A Aegea criou a Águas do Rio, que cuidará das áreas contidas nos blocos 1 e 2 do leilão da Cedae: 26 municípios e 124 bairros do Rio no pacote. Alexandre Bianchini, presidente da Águas do Rio, afirma que a concessionária vai exceder a expansão da tarifa social prevista em contrato:
"A Cedae pratica menos de 1% de tarifa social. Vamos elevar a 5% da população da nossa área. Mas acredito que esse percentual será maior. O índice de desemprego do estado é de altos dois dígitos. Somos uma empresa privada, mas prestadora de serviço público".
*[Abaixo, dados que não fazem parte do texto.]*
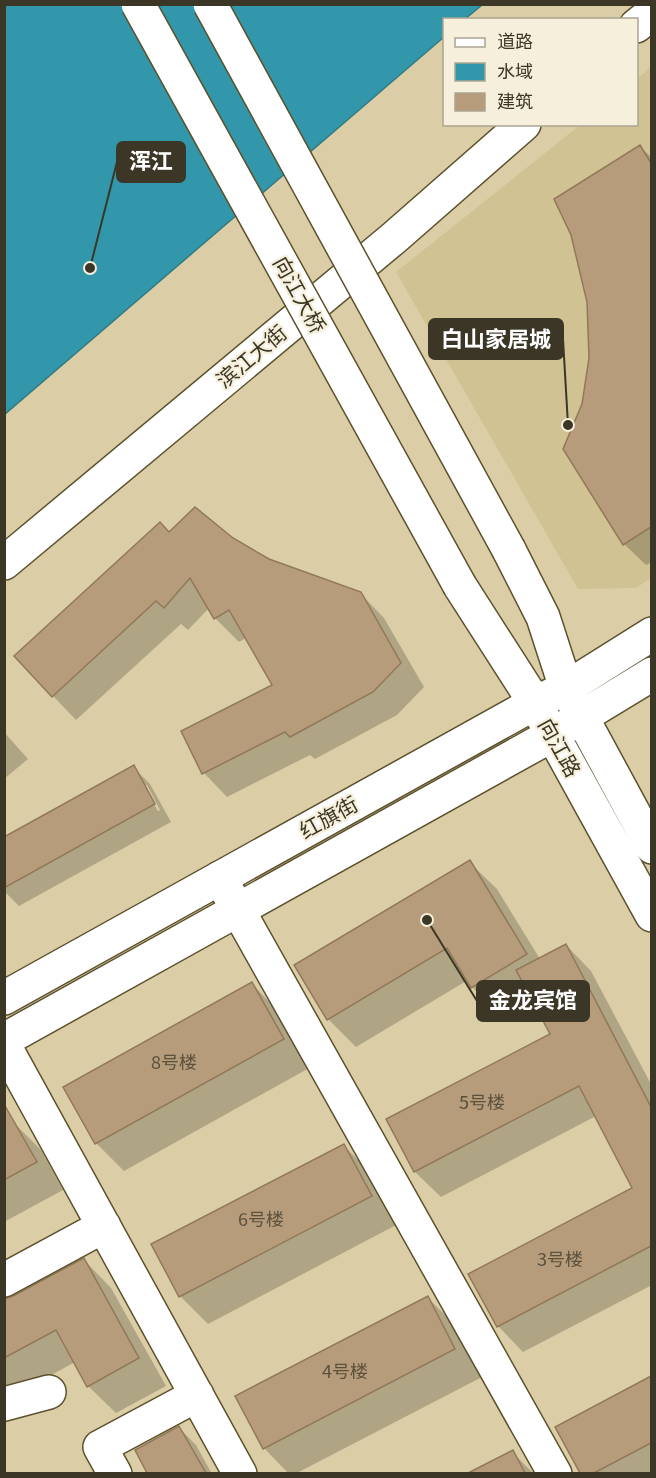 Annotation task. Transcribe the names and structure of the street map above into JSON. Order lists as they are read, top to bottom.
{
  "streets": {
    "main road": [
      "向江大桥",
      "滨江大街",
      "向江路",
      "红旗街"
    ]
  },
  "crossings": [
    ["向江大桥", "向江路"],
    ["向江路", "红旗街"]
  ],
  "places": ["浑江", "白山家居城", "金龙宾馆"],
  "house_numbers": [
    "8号楼",
    "5号楼",
    "6号楼",
    "3号楼",
    "4号楼"
  ],
  "legend": ["道路", "水域", "建筑"]
} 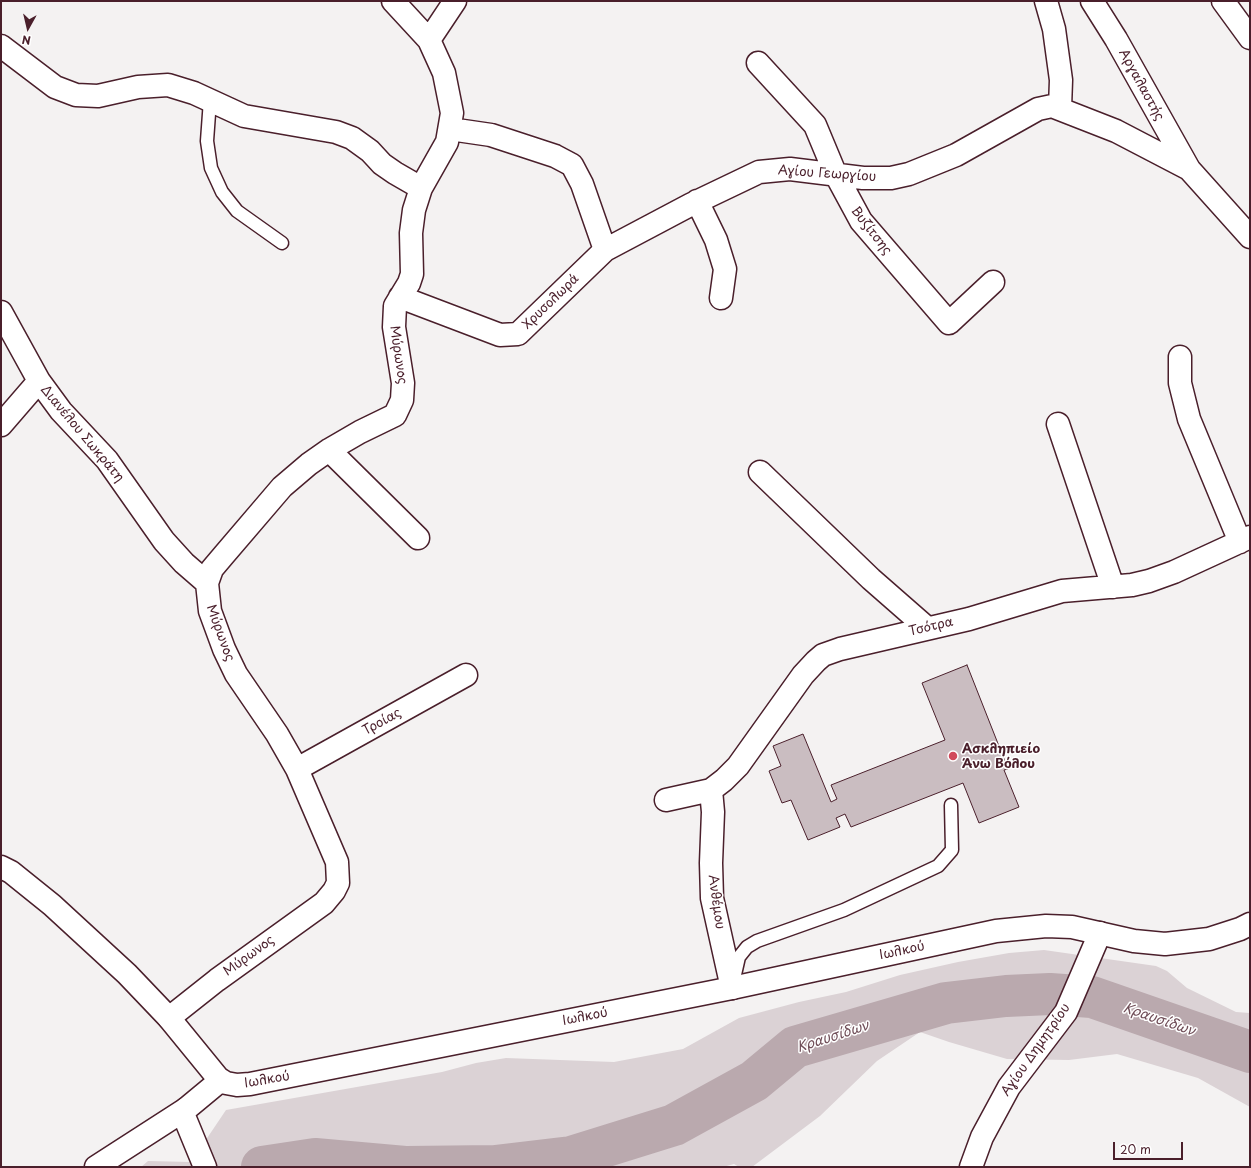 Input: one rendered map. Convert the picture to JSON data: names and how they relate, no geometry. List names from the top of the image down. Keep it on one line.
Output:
{"streets":{"street":["Αργαλαστής","Αγίου Γεωργίου","Βυζίτσης","Χρυσολωρά","Μύρωνος","Διανέλου Σωκράτη","Τσότρα","Τροίας","Ανθέμου","Ιωλκού","Αγίου Δημητρίου"]},"crossings":[["Αργαλαστής","Αγίου Γεωργίου"],["Αγίου Γεωργίου","Βυζίτσης"],["Αγίου Γεωργίου","Χρυσολωρά"],["Χρυσολωρά","Μύρωνος"],["Μύρωνος","Διανέλου Σωκράτη"],["Μύρωνος","Τροίας"],["Τσότρα","Ανθέμου"],["Ανθέμου","Ιωλκού"],["Ιωλκού","Αγίου Δημητρίου"]],"water":["Κραυσίδων"],"places":["Ασκληπιείο Άνω Βόλου"],"scale_bar":"20 m","north":"bottom"} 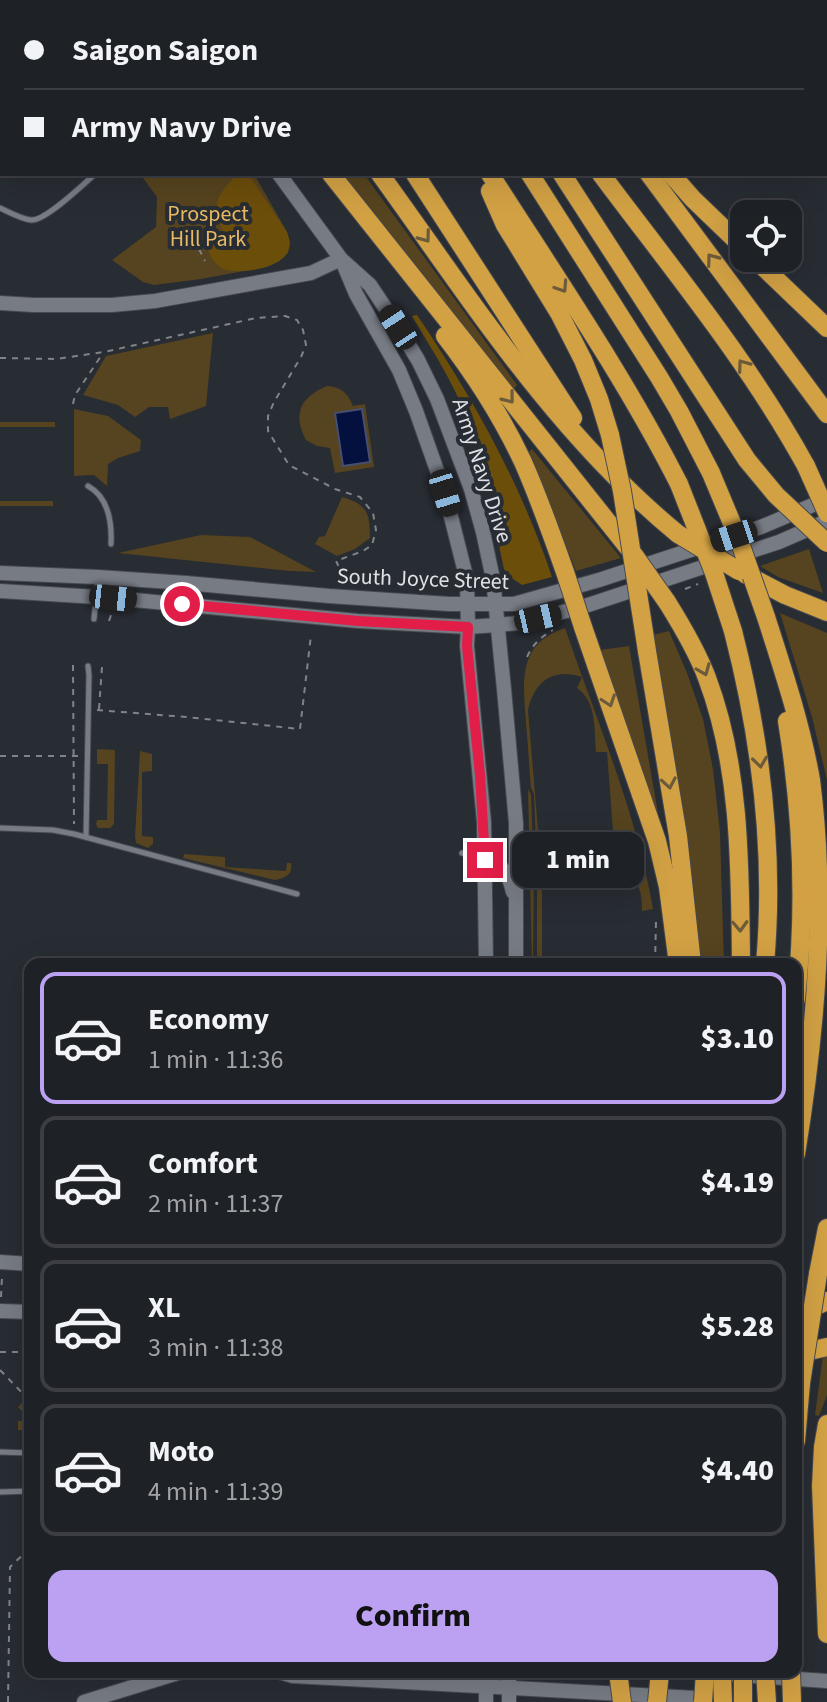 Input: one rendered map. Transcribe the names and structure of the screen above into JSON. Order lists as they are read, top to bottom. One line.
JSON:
{"streets":{"main road":["Army Navy Drive","South Joyce Street"]},"crossings":[["Army Navy Drive","South Joyce Street"]],"parks":["Prospect Hill Park"],"page":{"banner":["Saigon Saigon","Army Navy Drive"],"bubble":"1 min","list":[{"name":"Economy","note":"1 min · 11:36","value":"$3.10"},{"name":"Comfort","note":"2 min · 11:37","value":"$4.19"},{"name":"XL","note":"3 min · 11:38","value":"$5.28"},{"name":"Moto","note":"4 min · 11:39","value":"$4.40"}],"buttons":"Confirm"}} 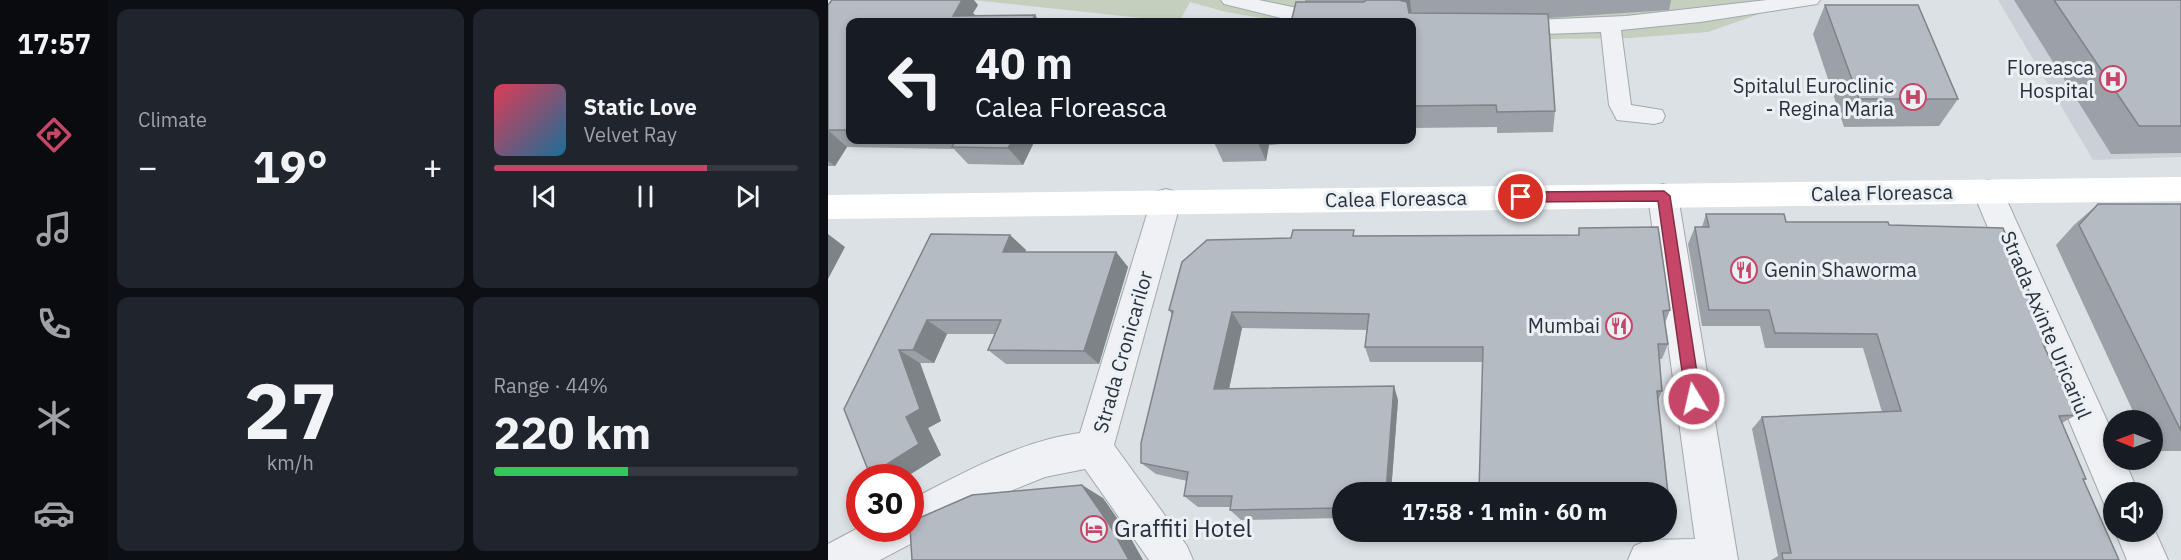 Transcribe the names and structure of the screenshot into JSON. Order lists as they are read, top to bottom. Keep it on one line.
{"streets":{"street":["Calea Floreasca","Strada Axinte Uricariul","Strada Cronicarilor"]},"crossings":[["Calea Floreasca","Strada Axinte Uricariul"],["Calea Floreasca","Strada Cronicarilor"]],"places":{"hospital":["Floreasca Hospital","Spitalul Euroclinic - Regina Maria"],"restaurant":["Genin Shaworma","Mumbai"],"hotel":["Graffiti Hotel"]},"north":"left","page":{"tabs":"17:57","tile":["Climate",["27","km/h"],["Range · 44%","220 km"]],"turn":["40 m","Calea Floreasca"],"song":["Static Love","Velvet Ray"],"heat":["−","19°","+"],"limit":"30","trip":"17:58 · 1 min · 60 m"}}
A falta de saneamento bate diretamente na economia. A renda média do trabalho dos brasileiros sem acesso a água e esgoto equivale a quase um sexto da dos que contam com cobertura nesses serviços. O problema derruba a produtividade do trabalhador e o desempenho de outras atividades, como turismo e mercado imobiliário.
"Faltam condições de saneamento, além de moradia e alimentação. Sem isso, não tem produtividade, não tem renda, não tem propriedade. É a tempestade perfeita. Crescem as doenças, a fome, a desnutrição, cai ainda mais a capacidade intelectual e a produtividade de estudantes e trabalhadores. Vai freando a capacidade econômica e produtiva do país", diz Édison Carlos, presidente do Instituto Trata Brasil (ITB).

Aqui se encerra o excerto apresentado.